State v. Harris

49 N.C. App. 452 | N.C. Ct. App. | 1980

VAUGHN, Judge.

The sole issue is whether it was error to permit cross-examination of defendant’s character witness concerning calls he made to an agent about his suspicion that defendant was dealing in drugs. We conclude that cross-examination on this matter was a proper means of impeachment of a character witness.

A character witness for the defense, Craig Finley, a police officer in defendant’s community, was cross-examined in the following manner:

Q. Do you know Mr. McLeod here?
A. Yes, sir.
Q. Malcolm McLeod with the S.B.I.?
*453A. Yes sir.
Q. You have had dealings with him in your capacity or as an officer of the Winterville Police Department?
A. Yes sir. I have called him several times.
Q. In fact, haven’t there been occasions that you called Mr. McLeod about this defendant right here, reporting to him that you suspected him of dealing in narcotic drugs?
Mr. Shoffner: Objection.
Court: Overruled.
A. Yes sir.
Q. What was your answer?
A. Yes, sir. I believe so.
Mr. Shoffner: Move to strike his answer.
Court: Overruled.
Court: Members of the jury, the testimony of this witness concerning any call he has made to Mr. McLeod with reference to the defendant is not substantive evidence and it is admitted for the purpose of impeaching the testimony of this witness in the event you fmd it does impeach his testimony and for no other purpose.

A legitimate purpose of cross-examination is impeachment of a witness’s credibility, and any circumstance tending to show a defect in the witness’s veracity is relevant for that purpose. 1 Stansbury, N.C. Evidence § 38 (Brandis rev. 1973). Defendant placed his character in issue by calling character witnesses to testify in his behalf. A character witness may be impeached by cross-examination about contradictory statements he has made. State v. Fisher, 149 N.C. 557, 63 S.E. 153 (1908); 1 Stans-bury, supra, § 46. Defense witness Finley testified upon cross-examination that he had called a S.B.I. agent several times to report his suspicion that defendant was dealing in drugs. Obviously, these prior declarations were inconsistent with Fin*454ley’s trial testimony that defendant had a good reputation in the community and were, therefore, admissible impeachment evidence.
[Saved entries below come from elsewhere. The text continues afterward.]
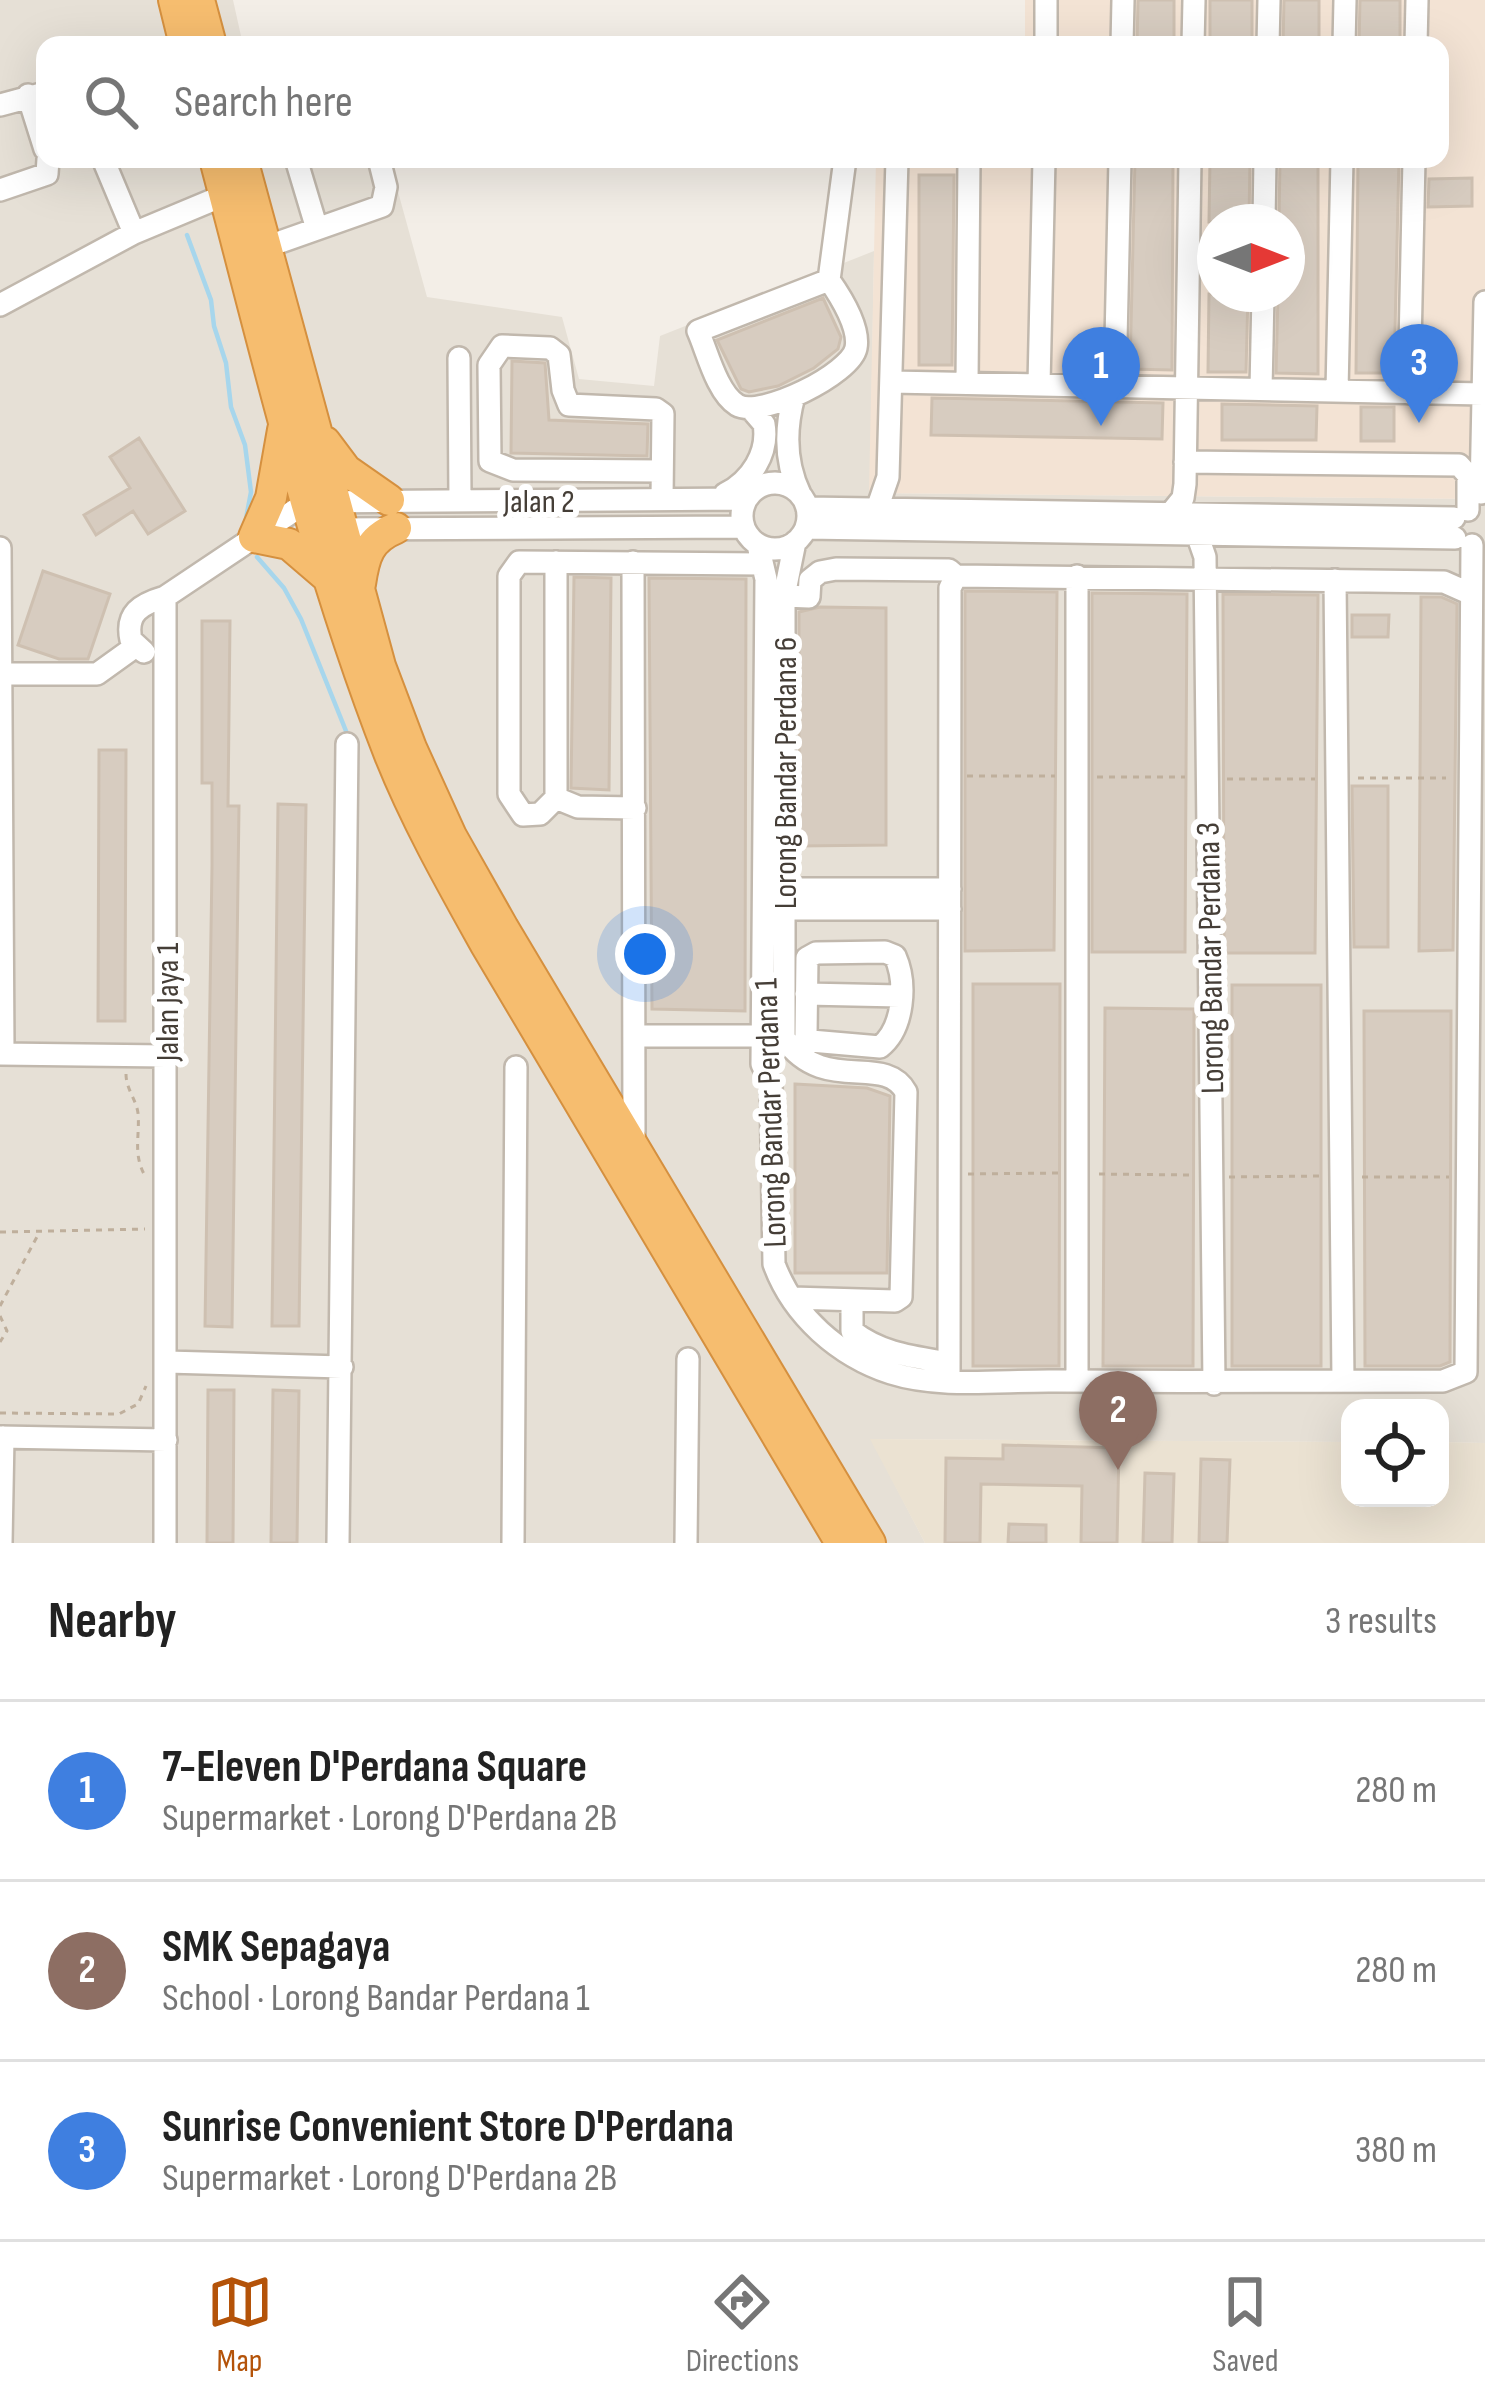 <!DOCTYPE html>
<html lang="en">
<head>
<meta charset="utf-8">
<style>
	:root { --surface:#fff; --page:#f2f2f2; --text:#222; --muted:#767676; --line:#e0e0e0; --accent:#b45309 }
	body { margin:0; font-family:"Sofia Sans Condensed",sans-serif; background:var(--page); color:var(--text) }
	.controls { position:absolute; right:36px; bottom:36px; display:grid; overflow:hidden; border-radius:24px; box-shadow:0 12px 48px #0002 }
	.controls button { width:108px; height:108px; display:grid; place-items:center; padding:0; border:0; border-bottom:3px solid var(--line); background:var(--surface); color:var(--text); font:60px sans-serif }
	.compass { position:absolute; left:1197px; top:204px; width:108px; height:108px; border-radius:50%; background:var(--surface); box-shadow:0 12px 48px #0002; rotate:90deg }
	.you { position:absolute; left:645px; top:954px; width:42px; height:42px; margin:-30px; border:9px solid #fff; border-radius:50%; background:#1a73e8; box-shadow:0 0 0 18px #1a73e833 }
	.badge { display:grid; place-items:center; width:78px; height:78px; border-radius:50%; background:var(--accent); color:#fff; font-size:39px; font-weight:700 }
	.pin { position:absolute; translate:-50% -99px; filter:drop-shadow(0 3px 6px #0008) }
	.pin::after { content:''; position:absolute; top:63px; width:42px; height:36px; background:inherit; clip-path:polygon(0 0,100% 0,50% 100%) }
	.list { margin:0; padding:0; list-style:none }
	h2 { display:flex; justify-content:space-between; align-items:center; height:156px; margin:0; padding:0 48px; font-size:51px }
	h2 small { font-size:39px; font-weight:400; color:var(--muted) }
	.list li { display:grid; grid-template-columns:78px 1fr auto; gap:36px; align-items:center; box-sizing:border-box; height:180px; padding:0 48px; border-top:3px solid var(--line) }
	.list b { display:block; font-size:45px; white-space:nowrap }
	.list p { margin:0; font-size:39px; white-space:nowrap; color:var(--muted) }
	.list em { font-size:39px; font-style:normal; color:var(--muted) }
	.icon { flex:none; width:66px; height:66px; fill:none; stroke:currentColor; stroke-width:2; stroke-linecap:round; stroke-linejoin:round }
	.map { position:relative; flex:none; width:1485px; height:1543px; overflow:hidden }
	.search { position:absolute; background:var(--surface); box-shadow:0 12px 48px #0002; left:36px; right:36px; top:36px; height:132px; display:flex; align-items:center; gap:30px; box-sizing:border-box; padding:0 42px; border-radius:24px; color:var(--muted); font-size:45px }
	.sheet { height:696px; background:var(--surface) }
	nav { display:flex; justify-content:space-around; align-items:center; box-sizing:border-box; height:168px; border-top:3px solid var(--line); background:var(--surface); font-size:33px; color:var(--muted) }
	nav a { display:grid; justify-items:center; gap:6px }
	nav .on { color:var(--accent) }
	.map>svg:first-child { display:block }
	.residential { fill:#e6e0d6 }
	.commercial { fill:#f3e3d4; fill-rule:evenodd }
	.education { fill:#ebe2d2 }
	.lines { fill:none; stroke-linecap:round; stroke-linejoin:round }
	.stream { stroke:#a7d6ec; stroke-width:4.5 }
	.building { fill:#d7ccc0; stroke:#cec0b1; stroke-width:3 }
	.minor-casing { stroke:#c1b8ad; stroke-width:26 }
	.highway-casing { stroke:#d5903f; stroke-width:34 }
	.path { stroke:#bfaf9c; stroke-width:3; stroke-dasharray:6 6; stroke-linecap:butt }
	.minor { stroke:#fff; stroke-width:21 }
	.highway { stroke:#f6bd6f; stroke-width:30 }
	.labels { text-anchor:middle; stroke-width:12; stroke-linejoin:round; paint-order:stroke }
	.street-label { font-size:33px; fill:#453e37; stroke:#fff }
</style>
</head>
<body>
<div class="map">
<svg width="1485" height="1543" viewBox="0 0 1485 1543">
	<rect width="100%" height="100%" fill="#f3eee7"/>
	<!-- residential -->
	<path class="residential" d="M0,0H233L243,45H45V159H389L427,297L562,317L579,379L654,386L660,336L874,251L870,493L1485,499V1443L1440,1442V1408H1350V1442L871,1439L925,1543H0Z"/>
	<!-- commercial -->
	<path class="commercial" d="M1025,0H1485V499L869,493L876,159H1440V45H878L879,41L1025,39ZM1215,222H1287V294H1215Z"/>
	<!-- education -->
	<path class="education" d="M870,1439L1350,1442V1498H1440V1442L1485,1443V1543H925Z"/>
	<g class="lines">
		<!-- stream -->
		<path class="stream" d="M187,235L211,300L214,326L226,363L231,407L245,445L251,492L245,524
			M257,557L284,588L301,619L348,736"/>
	</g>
	<!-- building -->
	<path class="building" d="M1138,0H1174V45H1137Z
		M1210,0H1252V45H1210Z
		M1284,0H1319V45H1283Z
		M1360,0H1400V45H1359Z
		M1135,159H1173L1172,370L1130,369Z
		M1210,159H1250L1249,222H1209Z
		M1280,159H1318V374L1276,373L1278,294H1287V222H1279Z
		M1358,159H1399L1394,373H1356Z
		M919,175H954L952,365H919Z
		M1472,178V206L1428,207L1429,179Z
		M1209,294H1248L1246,372H1208Z
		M823,298L841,337L838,349L814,368L778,386L749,392L741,389L717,340Z
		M512,361L545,363L549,420L648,424L647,456L511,453Z
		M932,398L1163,403L1162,439L931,435Z
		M1222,404L1317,406L1316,440H1222Z
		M1361,407H1394V441H1361Z
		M139,438L185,511L148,534L133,511L96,535L84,515L130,488L110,457Z
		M43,571L110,594L88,659H59L18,645Z
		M574,577L611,578L609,790L571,788Z
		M649,578L746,579L745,1011L652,1009Z
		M965,591L1057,592L1054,950L965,951Z
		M1092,593L1187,594L1185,952H1092Z
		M1223,594L1318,595L1315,953H1224Z
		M1421,597H1441L1457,604L1453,950L1419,951Z
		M820,607L886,608V845L799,846V612Z
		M1352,615H1389L1388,637H1352Z
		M202,621H230L228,806H239L232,1327L205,1326L212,866V783H202Z
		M99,750H126L125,1021H98Z
		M1352,786H1388V947H1354Z
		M278,804L306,805L299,1326H272Z
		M973,984H1060L1059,1366H973Z
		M1232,985H1321V1366H1232Z
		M1105,1008L1194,1009L1193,1366H1103Z
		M1364,1011H1451L1450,1362L1440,1366H1365Z
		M795,1084L867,1088L890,1096L887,1273H795Z
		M208,1390H234L233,1543H207Z
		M273,1390L299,1391L297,1543H271Z
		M1003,1445L1119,1448L1117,1543H1081L1082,1486L981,1484L980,1543H945L946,1458L1003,1459Z
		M1201,1459L1230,1460L1227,1543H1199Z
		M1145,1473L1174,1474L1172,1543H1143Z
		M1009,1524L1046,1525V1543H1008Z"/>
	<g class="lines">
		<!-- minor casing -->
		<g class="minor-casing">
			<path id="minor" d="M1046,45V0
				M1122,45L1123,0
				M1193,45L1194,0
				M1268,45L1269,0
				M1344,45L1345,0
				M1416,45L1417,0
				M28,95L45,149
				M0,105L45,93
				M103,159L134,233
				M296,159L317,229
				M0,190L47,174L48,159
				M1264,222L1265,159
				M266,247L382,206L386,187L379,159
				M829,280L698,331C707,351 717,393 737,405C760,419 851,374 856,348C860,328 841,297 829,280L845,159
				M0,305L134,233L225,195
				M459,358L460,500
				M891,382L1483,394
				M967,383L969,159
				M1039,385L1044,159
				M1115,386L1120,159
				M1261,389L1263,294
				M1337,391L1342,159
				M1409,393L1414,159
				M794,396C785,429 785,463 800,494
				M1185,462L1459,465L1468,475V510
				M742 516a33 33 0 1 1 66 0a33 33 0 1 1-66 0Z
				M1481,493L1485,302
				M725,494C751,481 769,453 764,424L752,410
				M662,499L663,414L656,409L569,405L563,390L559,355L550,348L502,346L489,365L490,461L513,470L662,471
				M807,508L1454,518
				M877,509L888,477L897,159
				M1170,514L1183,498L1185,484L1190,159
				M806,528L1455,538
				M330,529L743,527
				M1197,534L1205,557L1214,1384
				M758,545L766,579L762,1064L771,1082L774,1264C793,1316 839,1356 891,1373C941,1389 1004,1380 1056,1381C1185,1382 1314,1381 1443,1381L1466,1372L1472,545
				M0,548L3,1054
				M633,562L634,1143
				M1335,580L1343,1381
				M784,596L809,597L810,580L820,572L836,569L949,570L956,576
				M144,652L131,640C125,613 141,604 165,597
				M1,674H97L136,646
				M556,798V562
				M635,808L578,807L556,798L540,814L523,815L509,794V576L519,562L762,564
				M783,889H950
				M783,909H950
				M885,952L895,956C907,983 904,1028 880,1047L811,1041L806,1035L807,958L816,953Z
				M806,994L900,996
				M636,1036H762
				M0,1054L166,1056
				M792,1298L895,1301L901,1297L906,1092C884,1052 824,1096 784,1038V596L795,542
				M852,1300V1331C881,1354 914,1357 949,1363
				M167,1362L342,1367
				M949,1380L950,588L956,576L1444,582L1471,594
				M1077,1381V576
				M0,1437L166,1440
				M1,1543L3,1437
				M165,1543V597L307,502L746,499
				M338,1543L347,744
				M513,1543L516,1067
				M686,1543L688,1359"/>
		</g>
		<!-- highway casing -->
		<g class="highway-casing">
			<path id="highway" d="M174,0L185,45
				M199,0L211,45
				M215,159C268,359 315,563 390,755C416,820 451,882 485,943L841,1543
				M242,159L380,666L411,748L451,836L503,928L870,1543
				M283,430L271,498L254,537L289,544L331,580
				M325,442L346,470L389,500
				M360,584C364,556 369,539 396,528"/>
		</g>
		<!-- path -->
		<path class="path" d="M967,776H1055
			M1097,777H1185
			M1358,778H1446
			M1227,779H1315
			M126,1074C126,1089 136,1099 138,1113C140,1135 133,1153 144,1174
			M968,1174L1060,1173
			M1099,1174L1191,1175
			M1229,1177L1322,1176
			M1362,1177H1449
			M0,1232L145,1229
			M0,1306L39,1233
			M0,1316L7,1331L0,1342
			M0,1413L119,1414L138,1404L146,1386"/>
		<!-- minor -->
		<use href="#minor" class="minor"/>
		<!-- highway -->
		<use href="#highway" class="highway"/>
	</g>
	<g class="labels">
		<!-- street labels -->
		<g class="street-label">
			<text x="539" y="512">Jalan 2</text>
			<text transform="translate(784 773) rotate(-90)" y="12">Lorong Bandar Perdana 6</text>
			<text transform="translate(1209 958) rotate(-91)" y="12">Lorong Bandar Perdana 3</text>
			<text transform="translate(166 1002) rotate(-90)" y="12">Jalan Jaya 1</text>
			<text transform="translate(769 1113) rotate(-92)" y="12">Lorong Bandar Perdana 1</text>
		</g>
	</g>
</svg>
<div class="controls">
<button><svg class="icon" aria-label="locate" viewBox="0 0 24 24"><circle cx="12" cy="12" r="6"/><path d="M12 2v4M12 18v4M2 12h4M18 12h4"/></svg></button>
</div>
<svg class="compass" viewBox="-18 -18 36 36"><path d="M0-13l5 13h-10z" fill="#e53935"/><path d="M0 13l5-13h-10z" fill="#767676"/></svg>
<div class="you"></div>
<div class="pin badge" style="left:1101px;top:426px;background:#3f7fe0">1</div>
<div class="pin badge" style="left:1118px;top:1470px;background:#8d6e63">2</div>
<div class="pin badge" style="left:1419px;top:423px;background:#3f7fe0">3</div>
<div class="search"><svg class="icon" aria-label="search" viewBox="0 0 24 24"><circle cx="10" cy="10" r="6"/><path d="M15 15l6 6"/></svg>Search here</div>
</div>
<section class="sheet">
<h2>Nearby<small>3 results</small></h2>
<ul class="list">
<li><span class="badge" style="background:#3f7fe0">1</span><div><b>7-Eleven D'Perdana Square</b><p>Supermarket · Lorong D'Perdana 2B</p></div><em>280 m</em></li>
<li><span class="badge" style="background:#8d6e63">2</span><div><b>SMK Sepagaya</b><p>School · Lorong Bandar Perdana 1</p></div><em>280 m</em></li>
<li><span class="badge" style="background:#3f7fe0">3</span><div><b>Sunrise Convenient Store D'Perdana</b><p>Supermarket · Lorong D'Perdana 2B</p></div><em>380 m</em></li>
</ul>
</section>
<nav>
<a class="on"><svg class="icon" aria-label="map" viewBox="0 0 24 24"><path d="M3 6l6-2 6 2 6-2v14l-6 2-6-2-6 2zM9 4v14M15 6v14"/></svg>Map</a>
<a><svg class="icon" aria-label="directions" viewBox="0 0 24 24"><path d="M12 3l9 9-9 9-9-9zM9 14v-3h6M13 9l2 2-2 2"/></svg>Directions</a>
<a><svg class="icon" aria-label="saved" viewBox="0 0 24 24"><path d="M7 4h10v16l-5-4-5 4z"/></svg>Saved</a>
</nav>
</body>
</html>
Nevertheless, defendant contends that this cross-examination was an improper exploration of the witness’s personal knowledge of specific acts of misconduct by defendant. To support this argument, defendant cites the case of State v. Hunt, 287 N.C. 360, 215 S.E. 2d 40 (1975). In Hunt, the solicitor asked the defense witness whether he knew that defendant had a police record and had served time for possession of marijuana and assault. After negative responses, the solicitor then asked “[a]nd if you know this, you wouldn’t have given him the good character and reputation you did, would you?” That type of cross-examination was clearly improper; however, Hunt is inapposite here. Hunt applied the well established rule that a character witness may not be asked whether he has heard of particular acts of misconduct by defendant. In the instant case, the witness was asked whether he had, in his official capacity, called a narcotics officer reporting his suspicions concerning defendant. Finley was not asked about the basis for his suspicion or about his personal knowledge of defendant’s specific drug dealings. This evidence was properly elicited on cross-examination because “it consisted of declarations from the witness himself, having a direct tendency to contradict the testimony he had given in [defendant’s] favor, and was clearly admissible ....” State v. Dove, 156 N.C. 653, 659, 72 S.E. 792, 795 (1911). In addition, the judge properly instructed the jury, without a request from defendant, that Finley’s testimony about the calls to the agent was admissible only for impeachment purposes and not as substantive evidence.

No error.

Chief Judge Morris and Judge Wells concur.